Added some more tests to try to cover this case.
---
 expr.cpp                    | 17 +++++++++--------
 tests/short-circuit-12.ispc | 25 +++++++++++++++++++++++++
 tests/short-circuit-13.ispc | 25 +++++++++++++++++++++++++
 tests/short-circuit-14.ispc | 29 +++++++++++++++++++++++++++++
 tests/short-circuit-15.ispc | 29 +++++++++++++++++++++++++++++
 5 files changed, 117 insertions(+), 8 deletions(-)
 create mode 100644 tests/short-circuit-12.ispc
 create mode 100644 tests/short-circuit-13.ispc
 create mode 100644 tests/short-circuit-14.ispc
 create mode 100644 tests/short-circuit-15.ispc

diff --git a/expr.cpp b/expr.cpp
index 1f810998..14415beb 100644
--- a/expr.cpp
+++ b/expr.cpp
@@ -1537,6 +1537,7 @@ lEmitLogicalOp(BinaryExpr::Op op, Expr *arg0, Expr *arg1,
         // Otherwise, the first operand is varying...  Save the current
         // value of the mask so that we can restore it at the end.
         llvm::Value *oldMask = ctx->GetInternalMask();
+        llvm::Value *oldFullMask = ctx->GetFullMask();
 
         // Convert the second operand to be varying as well, so that we can
         // perform logical vector ops with its value.

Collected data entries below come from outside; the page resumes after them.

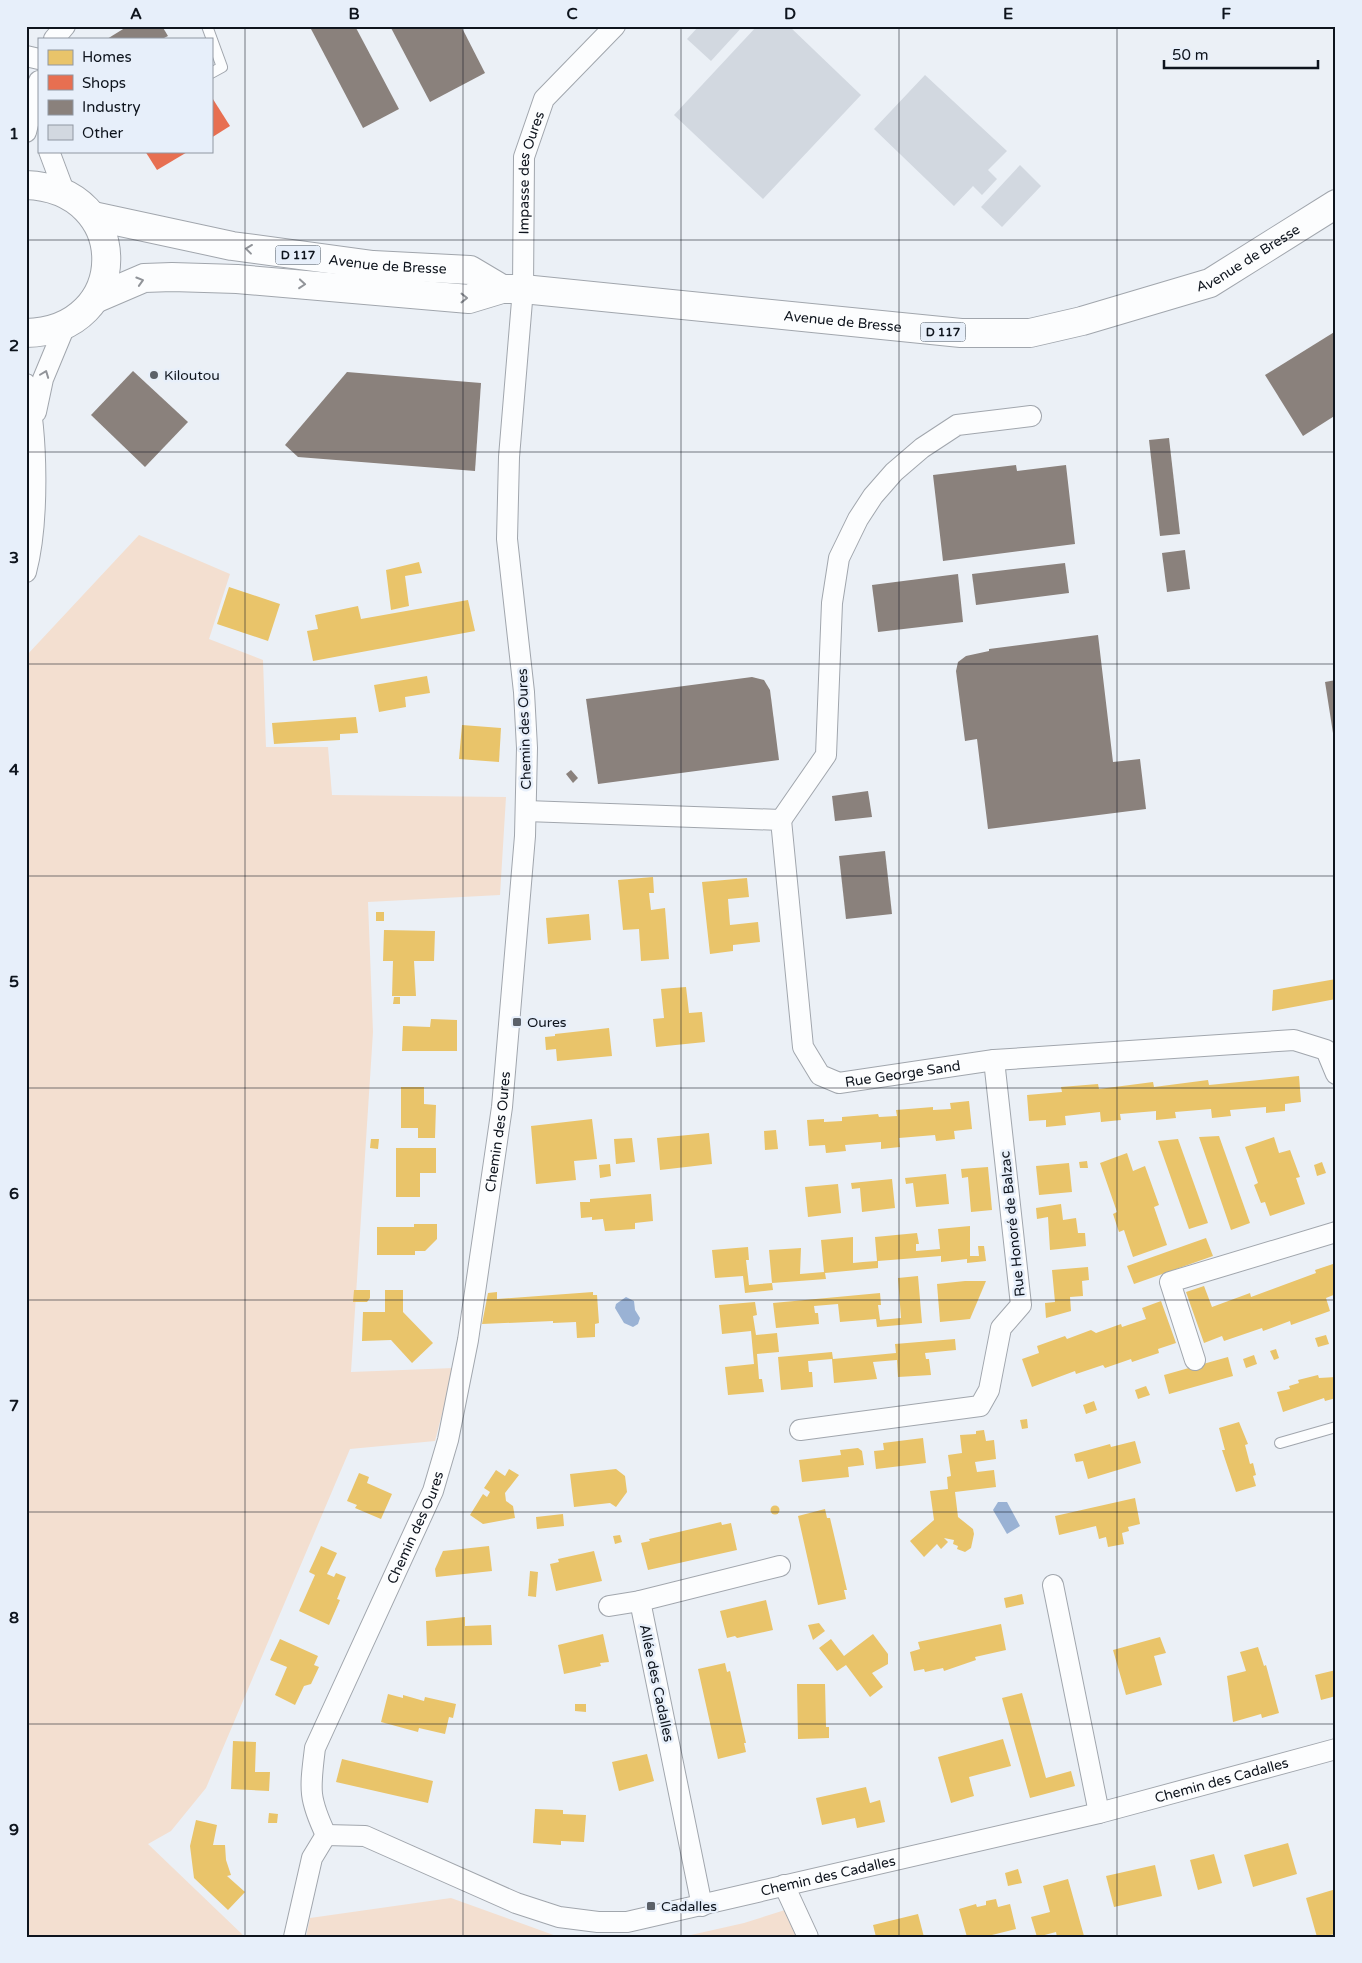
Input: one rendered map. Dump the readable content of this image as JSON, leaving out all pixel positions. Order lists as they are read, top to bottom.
{
  "streets": {
    "main road": ["D 117", "Avenue de Bresse"],
    "street": [
      "Impasse des Oures",
      "Chemin des Oures",
      "Rue George Sand",
      "Rue Honoré de Balzac",
      "Allée des Cadalles",
      "Chemin des Cadalles"
    ]
  },
  "crossings": [
    ["Impasse des Oures", "Avenue de Bresse"],
    ["Impasse des Oures", "Chemin des Oures"],
    ["Avenue de Bresse", "Chemin des Oures"],
    ["Chemin des Oures", "Chemin des Cadalles"],
    ["Rue George Sand", "Rue Honoré de Balzac"],
    ["Allée des Cadalles", "Chemin des Cadalles"]
  ],
  "places": {
    "other": ["Kiloutou"],
    "transit": ["Oures", "Cadalles"]
  },
  "legend": [
    "Homes",
    "Shops",
    "Industry",
    "Other"
  ],
  "scale_bar": "50 m",
  "grid": {
    "columns": [
      "A",
      "B",
      "C",
      "D",
      "E",
      "F"
    ],
    "rows": [
      "1",
      "2",
      "3",
      "4",
      "5",
      "6",
      "7",
      "8",
      "9"
    ]
  }
}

@@ -1551,11 +1552,11 @@ lEmitLogicalOp(BinaryExpr::Op op, Expr *arg0, Expr *arg1,
             // lanes--i.e. if (value0 & mask) == mask.  If so, we don't
             // need to evaluate the second operand of the expression.

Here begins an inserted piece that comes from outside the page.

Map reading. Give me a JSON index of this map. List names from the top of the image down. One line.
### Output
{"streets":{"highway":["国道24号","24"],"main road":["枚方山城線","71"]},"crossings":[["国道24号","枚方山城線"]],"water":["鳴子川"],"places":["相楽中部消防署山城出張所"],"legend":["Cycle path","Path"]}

             llvm::Value *value0AndMask = 
-                ctx->BinaryOperator(llvm::Instruction::And, value0, oldMask, 
-                                    "op&mask");
+                ctx->BinaryOperator(llvm::Instruction::And, value0, 
+                                    oldFullMask, "op&mask");
             llvm::Value *equalsMask =
                 ctx->CmpInst(llvm::Instruction::ICmp, llvm::CmpInst::ICMP_EQ,
-                             value0AndMask, oldMask, "value0&mask==mask");
+                             value0AndMask, oldFullMask, "value0&mask==mask");
             equalsMask = ctx->I1VecToBoolVec(equalsMask);
             llvm::Value *allMatch = ctx->All(equalsMask);
             ctx->BranchInst(bbSkipEvalValue1, bbEvalValue1, allMatch);
@@ -1602,11 +1603,11 @@ lEmitLogicalOp(BinaryExpr::Op op, Expr *arg0, Expr *arg1,
             // if (mask & ~value0) == mask.
             llvm::Value *notValue0 = ctx->NotOperator(value0, "not_value0");
             llvm::Value *notValue0AndMask = 
-                ctx->BinaryOperator(llvm::Instruction::And, notValue0, oldMask, 
-                                    "not_value0&mask");
+                ctx->BinaryOperator(llvm::Instruction::And, notValue0, 
+                                    oldFullMask, "not_value0&mask");
             llvm::Value *equalsMask =
                 ctx->CmpInst(llvm::Instruction::ICmp, llvm::CmpInst::ICMP_EQ,
-                             notValue0AndMask, oldMask, "not_value0&mask==mask");
+                             notValue0AndMask, oldFullMask, "not_value0&mask==mask");
             equalsMask = ctx->I1VecToBoolVec(equalsMask);
             llvm::Value *allMatch = ctx->All(equalsMask);
             ctx->BranchInst(bbSkipEvalValue1, bbEvalValue1, allMatch);
@@ -1634,8 +1635,8 @@ lEmitLogicalOp(BinaryExpr::Op op, Expr *arg0, Expr *arg1,
             // masking off the valid lanes before we AND them together:
             // result = (value0 & old_mask) & (value1 & current_mask)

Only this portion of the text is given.